# StormParse PDF Parsing Tutorial

This interactive notebook demonstrates how to use the StormParse API for PDF document parsing with practical examples.

## Setup and Installation

First, let's import the necessary libraries and set up our API configuration.

In [None]:
%pip install requests

# Import required libraries
import requests
import time
import os
import re
import json
from datetime import datetime
from concurrent.futures import ThreadPoolExecutor, as_completed

# Configuration
# StormParse API configuration
API_BASE_URL = "https://live-storm-apis-parse-router.sionic.im"
API_KEY = "demo-test"  # Replace with your API key

# Headers with authorization
headers = {
    'Authorization': f'Bearer {API_KEY}',
    'Accept': '*/*'
}

# Test connection
try:
    # Note: The base URL might not accept GET requests, so we'll skip the test
    print(f"✅ API configured for: {API_BASE_URL}")
    print(f"✅ Using API key: {API_KEY[:10]}...")
except Exception as e:
    print(f"Configuration loaded. API URL: {API_BASE_URL}")

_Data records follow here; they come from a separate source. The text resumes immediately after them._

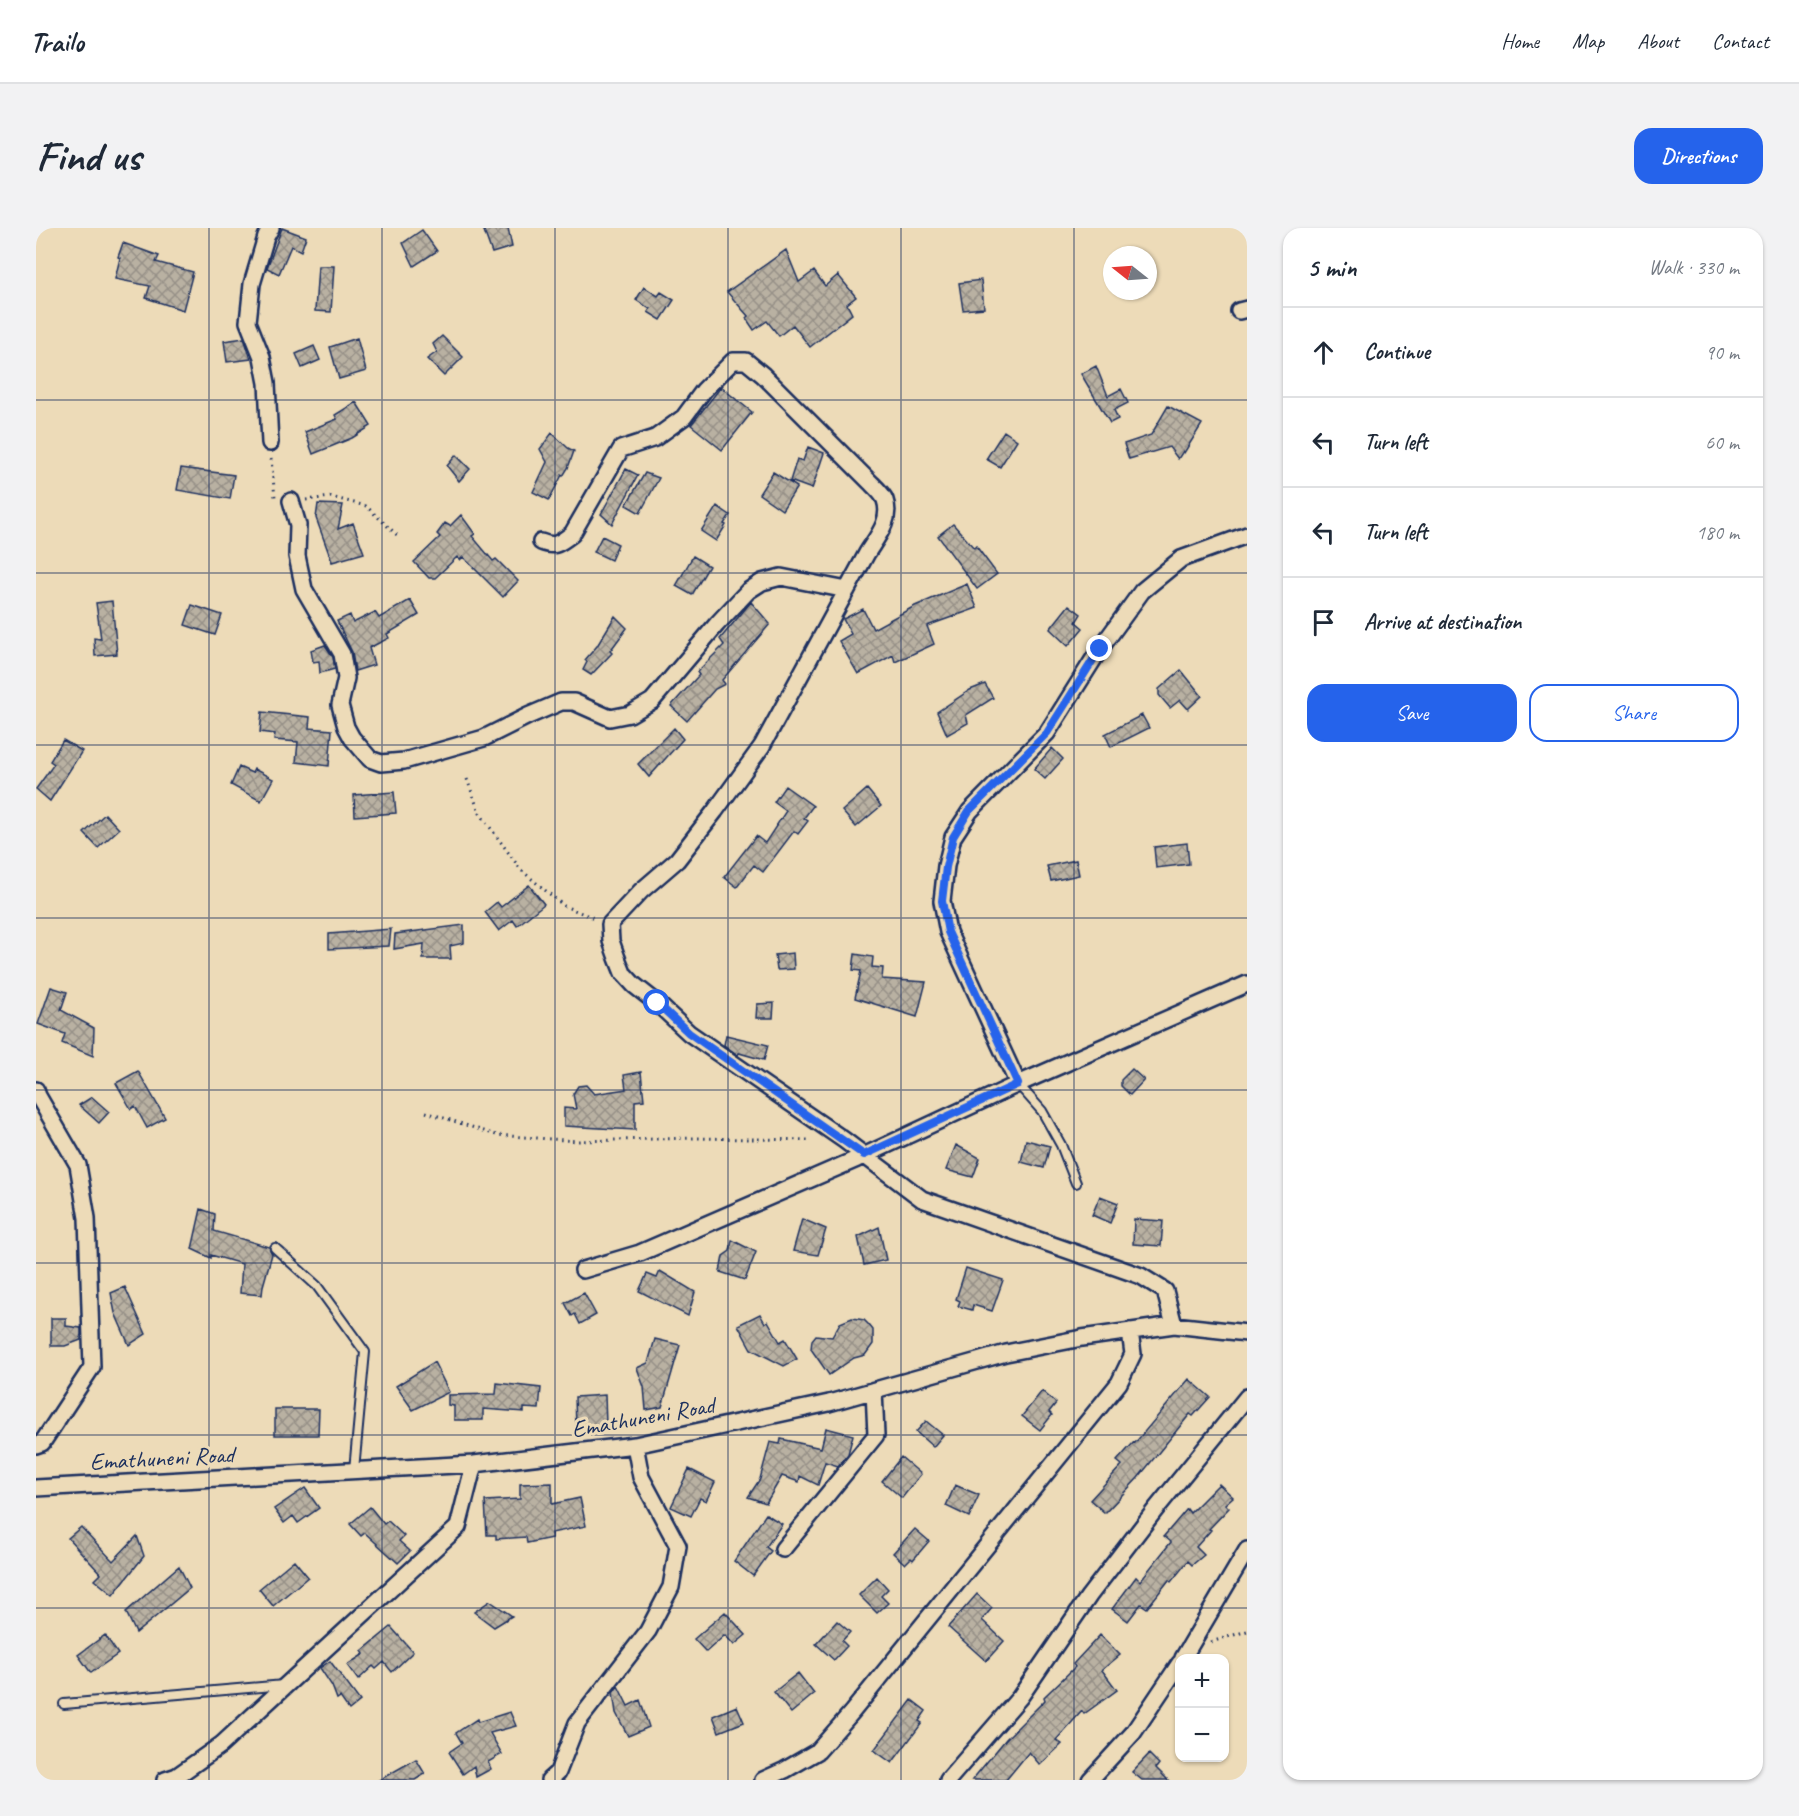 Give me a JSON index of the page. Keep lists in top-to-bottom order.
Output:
{
  "streets": {
    "street": ["Emathuneni Road"]
  },
  "north": "left",
  "page": {
    "header": "Trailo",
    "nav": [
      "Home",
      "Map",
      "About",
      "Contact"
    ],
    "buttons": [
      "Directions",
      ["Save", "Share"]
    ],
    "title": "Find us",
    "heading": ["5 min", "Walk · 330 m"],
    "list": [
      ["Continue", "90 m"],
      ["Turn left", "60 m"],
      ["Turn left", "180 m"],
      "Arrive at destination"
    ],
    "map_buttons": ["+", "−"]
  }
}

Note: you may need to restart the kernel to use updated packages.
✅ API configured for: https://live-storm-apis-parse-router.sionic.im
✅ Using API key: demo_Kx8fH...


## Helper Functions

Let's define some helper functions that we'll use throughout the tutorial.

In [19]:
def upload_document(file_path, api_key=API_KEY, api_base_url=API_BASE_URL):
    """Upload a document to StormParse API."""
    headers = {
        'Authorization': f'Bearer {api_key}',
        'Accept': '*/*'
    }
    
    with open(file_path, 'rb') as f:
        files = {'file': f}
        response = requests.post(f"{api_base_url}/api/v1/parsing/upload", files=files, headers=headers)
    
    if response.status_code != 200:
        raise Exception(f"Upload failed with status {response.status_code}")
    
    result = response.json()
    if result['result_type'] != 'SUCCESS':
        raise Exception(f"Upload error: {result['error']}")
    
    return result['success']['job_id']

def wait_for_job(job_id, api_key=API_KEY, api_base_url=API_BASE_URL, timeout=300):
    """Wait for a parsing job to complete."""
    headers = {
        'Authorization': f'Bearer {api_key}',
        'Accept': '*/*'
    }
    
    start_time = time.time()
    
    while time.time() - start_time < timeout:
        response = requests.get(f"{api_base_url}/api/v1/parsing/job/{job_id}", headers=headers)
        
        if response.status_code != 200:
            raise Exception(f"Status check failed with status {response.status_code}")
        
        result = response.json()
        if result['result_type'] != 'SUCCESS':
            raise Exception(f"Status error: {result['error']}")
        
        data = result['success']
        
        if data['state'] == 'COMPLETED':
            return data['pages']
        elif data['state'] == 'FAILED':
            raise Exception("Parsing job failed")
        
        time.sleep(2)
    
    raise Exception(f"Timeout after {timeout} seconds")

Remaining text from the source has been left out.